En çok üyeye sahip işçi örgütü olan Türk İş’in düştüğü bu durum, Türkiye işçi hareketi için son derece hazindir. Ancak bunun tüm sorumluluğunun sadece Türk İş’e ya da Türk İş’in mevcut yönetiminin üzerine yüklenemeyeceğini; birkaç istisna dışında Türkiye’de faaliyet yürüten sendikaların da Uluslararası Sendikalar Konfederasyonu (ITUC) ya da Avrupa Sendikalar Konfederasyonu (ETUC) vb uluslararası sendikal örgütlerin de gerek sendikal anlayışları gerekse eylemlilikleri bakımından Türk İş’ten pek farklı olmadığını da söylemeden geçmeyelim.
Sendikaların tarafı oldukları toplu pazarlıkta gücünü belirleyen etkenlerin başında “örgütlülükleri” gelir. Örgütlülüğün sadece bir işyerinde ya da belirli bir sektörde yüksek olması yeterli değildir, -özellikle Türk İş gibi ulusal düzeyde toplu pazarlıklara taraf olan- sendikaların işçi sınıfının tümünü kapsaması gerekir. Öte yandan sendikaların gücünü belirleyen sadece üye sayıları da değildir; işçilerin sınıf bilincine ne ölçüde vakıf olduğu da son derece önemlidir. Bu nedenle sendikaların örgütlenmenin yanı sıra burjuvazi karşısında işçi sınıfının -üretimden gelen gücünü kullanarak- tarihi dönüştürme yetisi ve gücüne sahip yegane sınıf olduğu bilincine ulaşmasını sağlayacak bir işlev de görmesi gerekir. Bunların yanı sıra sendikalar, sınıf bilinciyle hareket eden işçi sınıfının mücadelesine de öncülük etmek durumundadır. Tüm bu vasıflara sahip olabilmesi için ise sendikalar, her şeyden önce sermaye ile iktidardan bağımsız olmalı ve sendika içinde demokrasiyi sağlamalıdır.
Türk İş ve sendika sıfatı taşıyan diğer birçok oluşum, toplu pazarlıkta emekçilerin haklarını ve çıkarlarını savunmak için gerekli olan işlevlerin hemen hemen hiçbirine sahip değildir.
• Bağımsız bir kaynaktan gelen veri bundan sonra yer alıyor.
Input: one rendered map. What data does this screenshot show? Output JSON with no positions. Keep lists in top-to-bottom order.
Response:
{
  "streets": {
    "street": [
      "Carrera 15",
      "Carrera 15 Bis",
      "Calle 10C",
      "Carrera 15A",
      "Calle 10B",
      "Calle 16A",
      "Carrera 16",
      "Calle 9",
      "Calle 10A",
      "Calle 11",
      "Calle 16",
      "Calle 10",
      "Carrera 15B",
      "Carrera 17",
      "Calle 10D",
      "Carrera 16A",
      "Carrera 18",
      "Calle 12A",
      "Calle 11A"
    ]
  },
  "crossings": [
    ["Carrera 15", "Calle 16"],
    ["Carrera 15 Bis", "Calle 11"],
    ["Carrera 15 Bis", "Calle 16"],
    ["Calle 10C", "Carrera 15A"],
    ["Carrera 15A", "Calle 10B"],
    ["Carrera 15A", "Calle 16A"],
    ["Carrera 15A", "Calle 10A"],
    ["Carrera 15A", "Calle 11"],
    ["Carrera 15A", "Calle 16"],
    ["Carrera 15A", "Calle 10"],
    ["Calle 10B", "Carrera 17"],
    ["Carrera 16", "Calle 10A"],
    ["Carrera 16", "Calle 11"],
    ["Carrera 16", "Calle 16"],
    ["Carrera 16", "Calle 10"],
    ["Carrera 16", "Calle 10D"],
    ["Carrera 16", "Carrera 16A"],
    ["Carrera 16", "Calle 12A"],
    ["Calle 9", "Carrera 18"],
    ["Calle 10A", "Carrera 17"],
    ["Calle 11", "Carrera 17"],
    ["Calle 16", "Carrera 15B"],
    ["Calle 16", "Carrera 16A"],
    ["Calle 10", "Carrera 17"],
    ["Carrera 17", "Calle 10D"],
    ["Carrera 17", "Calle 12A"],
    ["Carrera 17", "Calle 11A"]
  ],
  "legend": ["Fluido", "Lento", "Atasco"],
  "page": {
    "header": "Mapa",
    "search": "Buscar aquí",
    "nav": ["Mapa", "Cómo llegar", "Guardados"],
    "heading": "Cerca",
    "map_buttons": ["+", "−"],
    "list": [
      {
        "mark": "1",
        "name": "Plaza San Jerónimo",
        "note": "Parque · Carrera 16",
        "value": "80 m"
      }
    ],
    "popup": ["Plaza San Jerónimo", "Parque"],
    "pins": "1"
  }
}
Dolayısıyla yasal olarak sendika sıfatını kullansalar bile bu oluşumların sınıf mücadelesine bir katkısı olmadığı gibi kendilerinden beklenen sorumluluğu yerine getirmek bir yana; emekçileri sömüren, yoksullaştıran, açlığa, işsizliğe iten, iş cinayetlerinde yaşamlarını yitirmelerine neden olan uygulamaları “uzlaşma” adı altında meşrulaştırırlar. Bundan cesaret alan sermaye ve siyasi iktidar da sınıfsal güdüleriyle emekçiler üzerinde kurduğu hegemonyayı daha da güçlendirecek dayatmalarda bulunur. Grev yasakları, hakkını arayan işçilere yönelik şiddet ve baskı, sağlık ve sosyal güvenlik başta olmak üzere, kazanılmış hakların ortadan kaldırılması, ücretlerin açlık sınırı altında bırakılması ve yanı sıra çevreyi talan eden projeler, savaş politikaları, kentlerin rant alanına dönüştürülmesi, kaynakların sermayeye aktırılması bu dayatmalardan bazılarıdır.
Bugün AKP iktidarı, işçi sınıfının en önemli mücadele aracı olan grevi yasaklayarak fiilen ortadan kaldırmaya ve diğer tüm saldırı politikalarını uygulamaya cesaret edebiliyorsa, bunda toplu pazarlığı “sadaka dileme” seviyesine düşüren sendikaların önemli payı vardır. Dolayısıyla asgari ücretin ne kadar olacağı ya da grev yasaklarının nasıl aşılacağı, sendikaların ve işçi sınıfı hareketinin içinde bulunduğu durumdan ayrı düşünülemez.